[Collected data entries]

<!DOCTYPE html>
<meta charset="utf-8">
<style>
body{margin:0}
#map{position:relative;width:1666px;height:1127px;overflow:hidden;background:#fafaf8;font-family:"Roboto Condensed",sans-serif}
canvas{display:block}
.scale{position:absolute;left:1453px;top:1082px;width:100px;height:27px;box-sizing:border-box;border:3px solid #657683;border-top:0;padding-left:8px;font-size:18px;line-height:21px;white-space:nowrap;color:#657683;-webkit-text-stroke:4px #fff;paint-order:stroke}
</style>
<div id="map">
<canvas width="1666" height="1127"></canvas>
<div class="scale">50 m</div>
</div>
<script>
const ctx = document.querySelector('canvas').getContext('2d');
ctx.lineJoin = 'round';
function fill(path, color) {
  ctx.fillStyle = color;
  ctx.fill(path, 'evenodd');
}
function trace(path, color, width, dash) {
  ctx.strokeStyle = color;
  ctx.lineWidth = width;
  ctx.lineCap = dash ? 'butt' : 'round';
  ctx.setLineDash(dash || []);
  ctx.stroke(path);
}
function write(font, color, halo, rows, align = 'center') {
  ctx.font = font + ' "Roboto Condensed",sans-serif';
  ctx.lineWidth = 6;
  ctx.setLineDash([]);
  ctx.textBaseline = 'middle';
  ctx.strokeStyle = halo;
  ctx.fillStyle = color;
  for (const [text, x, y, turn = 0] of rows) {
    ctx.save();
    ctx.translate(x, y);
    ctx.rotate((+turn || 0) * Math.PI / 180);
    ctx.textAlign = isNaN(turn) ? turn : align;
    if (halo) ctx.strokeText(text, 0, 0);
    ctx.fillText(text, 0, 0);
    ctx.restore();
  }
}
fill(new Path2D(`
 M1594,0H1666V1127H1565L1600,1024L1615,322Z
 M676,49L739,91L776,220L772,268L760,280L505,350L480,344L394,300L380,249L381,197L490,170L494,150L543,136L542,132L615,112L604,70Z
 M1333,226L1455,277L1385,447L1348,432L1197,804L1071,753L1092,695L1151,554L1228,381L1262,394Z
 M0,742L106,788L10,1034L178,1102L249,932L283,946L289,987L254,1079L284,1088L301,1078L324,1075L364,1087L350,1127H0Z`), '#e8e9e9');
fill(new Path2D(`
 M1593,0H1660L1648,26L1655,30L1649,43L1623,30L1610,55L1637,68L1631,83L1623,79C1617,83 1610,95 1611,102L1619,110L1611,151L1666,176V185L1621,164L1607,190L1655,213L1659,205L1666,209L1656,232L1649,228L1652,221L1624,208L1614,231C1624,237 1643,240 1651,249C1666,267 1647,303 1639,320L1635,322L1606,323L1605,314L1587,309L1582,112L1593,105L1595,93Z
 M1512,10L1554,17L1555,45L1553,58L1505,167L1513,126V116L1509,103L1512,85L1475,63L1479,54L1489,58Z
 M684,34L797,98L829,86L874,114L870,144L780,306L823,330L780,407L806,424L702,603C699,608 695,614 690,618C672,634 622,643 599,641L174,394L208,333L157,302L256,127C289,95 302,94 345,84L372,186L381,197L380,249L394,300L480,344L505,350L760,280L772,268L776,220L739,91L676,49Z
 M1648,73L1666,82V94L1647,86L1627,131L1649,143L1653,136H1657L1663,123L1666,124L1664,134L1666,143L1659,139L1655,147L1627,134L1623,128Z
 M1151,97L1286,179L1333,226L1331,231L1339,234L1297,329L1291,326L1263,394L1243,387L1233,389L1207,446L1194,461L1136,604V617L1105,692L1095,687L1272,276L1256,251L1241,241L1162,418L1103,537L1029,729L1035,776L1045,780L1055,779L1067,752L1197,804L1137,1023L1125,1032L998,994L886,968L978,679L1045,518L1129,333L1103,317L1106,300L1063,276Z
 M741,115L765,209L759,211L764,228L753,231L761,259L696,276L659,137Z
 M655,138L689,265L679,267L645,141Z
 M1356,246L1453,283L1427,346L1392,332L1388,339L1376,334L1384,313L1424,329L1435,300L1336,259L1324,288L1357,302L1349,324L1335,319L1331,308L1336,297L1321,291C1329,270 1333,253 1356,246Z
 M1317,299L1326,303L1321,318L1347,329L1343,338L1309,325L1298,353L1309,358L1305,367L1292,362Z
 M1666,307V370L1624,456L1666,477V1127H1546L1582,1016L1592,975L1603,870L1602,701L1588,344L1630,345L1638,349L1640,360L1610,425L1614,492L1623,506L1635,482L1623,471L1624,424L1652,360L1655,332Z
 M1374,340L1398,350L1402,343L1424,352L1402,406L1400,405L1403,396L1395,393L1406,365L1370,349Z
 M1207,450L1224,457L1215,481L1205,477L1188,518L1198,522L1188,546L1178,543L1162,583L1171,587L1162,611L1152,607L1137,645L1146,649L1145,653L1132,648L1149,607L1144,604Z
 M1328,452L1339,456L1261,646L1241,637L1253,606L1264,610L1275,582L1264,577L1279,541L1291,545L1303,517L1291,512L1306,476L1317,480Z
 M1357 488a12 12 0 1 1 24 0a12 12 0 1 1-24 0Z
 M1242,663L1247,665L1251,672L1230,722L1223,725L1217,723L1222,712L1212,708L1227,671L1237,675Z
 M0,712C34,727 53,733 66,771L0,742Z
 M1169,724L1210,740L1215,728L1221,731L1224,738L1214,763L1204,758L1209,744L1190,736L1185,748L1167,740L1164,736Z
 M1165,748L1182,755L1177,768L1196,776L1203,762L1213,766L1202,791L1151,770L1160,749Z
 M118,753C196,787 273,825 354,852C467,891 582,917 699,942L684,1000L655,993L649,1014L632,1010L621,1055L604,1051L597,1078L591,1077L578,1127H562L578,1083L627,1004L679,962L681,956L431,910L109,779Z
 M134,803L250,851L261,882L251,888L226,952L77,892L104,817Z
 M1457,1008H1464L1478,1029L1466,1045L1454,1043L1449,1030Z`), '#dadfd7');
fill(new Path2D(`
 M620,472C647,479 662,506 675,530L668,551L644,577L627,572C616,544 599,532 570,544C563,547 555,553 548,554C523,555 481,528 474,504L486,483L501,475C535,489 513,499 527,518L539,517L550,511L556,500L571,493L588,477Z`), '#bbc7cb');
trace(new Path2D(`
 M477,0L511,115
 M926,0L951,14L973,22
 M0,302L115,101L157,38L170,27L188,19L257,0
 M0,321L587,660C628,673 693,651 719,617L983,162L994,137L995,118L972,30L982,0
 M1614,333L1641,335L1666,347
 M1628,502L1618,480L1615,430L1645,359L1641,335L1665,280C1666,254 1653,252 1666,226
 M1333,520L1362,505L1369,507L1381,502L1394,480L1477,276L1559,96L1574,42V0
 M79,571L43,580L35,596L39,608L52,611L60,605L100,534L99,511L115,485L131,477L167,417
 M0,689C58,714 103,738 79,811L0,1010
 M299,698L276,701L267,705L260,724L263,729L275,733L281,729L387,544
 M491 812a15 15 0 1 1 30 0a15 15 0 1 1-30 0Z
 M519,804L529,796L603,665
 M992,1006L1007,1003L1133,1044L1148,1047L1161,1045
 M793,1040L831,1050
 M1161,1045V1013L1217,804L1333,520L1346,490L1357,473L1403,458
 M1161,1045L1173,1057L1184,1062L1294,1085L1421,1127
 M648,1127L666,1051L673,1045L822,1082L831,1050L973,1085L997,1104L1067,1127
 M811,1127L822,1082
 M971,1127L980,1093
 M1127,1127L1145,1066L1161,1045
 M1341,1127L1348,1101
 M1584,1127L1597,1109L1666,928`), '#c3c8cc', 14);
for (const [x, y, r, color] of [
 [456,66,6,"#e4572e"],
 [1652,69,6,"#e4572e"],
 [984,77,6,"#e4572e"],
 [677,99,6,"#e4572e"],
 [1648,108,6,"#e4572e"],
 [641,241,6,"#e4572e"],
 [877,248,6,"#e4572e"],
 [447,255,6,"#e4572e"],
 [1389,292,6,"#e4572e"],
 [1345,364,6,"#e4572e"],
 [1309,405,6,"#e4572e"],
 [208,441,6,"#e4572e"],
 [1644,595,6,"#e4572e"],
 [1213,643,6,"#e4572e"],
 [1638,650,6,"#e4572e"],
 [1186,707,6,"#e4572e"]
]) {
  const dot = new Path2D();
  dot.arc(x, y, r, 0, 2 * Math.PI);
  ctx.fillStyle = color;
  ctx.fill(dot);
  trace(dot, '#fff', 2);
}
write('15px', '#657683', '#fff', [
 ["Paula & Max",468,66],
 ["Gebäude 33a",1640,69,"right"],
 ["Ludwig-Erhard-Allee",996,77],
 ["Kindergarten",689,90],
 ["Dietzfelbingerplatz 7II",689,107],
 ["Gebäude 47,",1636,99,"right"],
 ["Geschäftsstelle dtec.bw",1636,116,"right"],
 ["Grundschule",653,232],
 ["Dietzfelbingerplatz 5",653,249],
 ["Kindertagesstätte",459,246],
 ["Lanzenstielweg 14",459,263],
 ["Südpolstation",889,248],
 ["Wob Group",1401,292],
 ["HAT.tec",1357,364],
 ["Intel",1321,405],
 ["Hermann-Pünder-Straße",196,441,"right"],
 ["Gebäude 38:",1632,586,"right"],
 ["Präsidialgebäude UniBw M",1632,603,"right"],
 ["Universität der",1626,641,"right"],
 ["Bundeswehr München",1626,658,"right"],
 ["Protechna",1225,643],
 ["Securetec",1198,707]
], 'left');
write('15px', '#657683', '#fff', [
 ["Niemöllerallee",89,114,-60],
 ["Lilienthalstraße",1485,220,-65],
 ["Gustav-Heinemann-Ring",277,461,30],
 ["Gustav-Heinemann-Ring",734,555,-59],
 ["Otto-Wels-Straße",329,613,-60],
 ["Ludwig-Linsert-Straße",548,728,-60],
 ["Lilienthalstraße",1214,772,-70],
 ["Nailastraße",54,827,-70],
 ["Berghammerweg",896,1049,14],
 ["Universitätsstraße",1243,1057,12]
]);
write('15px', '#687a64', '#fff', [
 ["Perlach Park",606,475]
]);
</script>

Instructions for the task –
Scan the lines above for the word "Math" and copy every one where it occurs.

Your response –
    ctx.rotate((+turn || 0) * Math.PI / 180);
  dot.arc(x, y, r, 0, 2 * Math.PI);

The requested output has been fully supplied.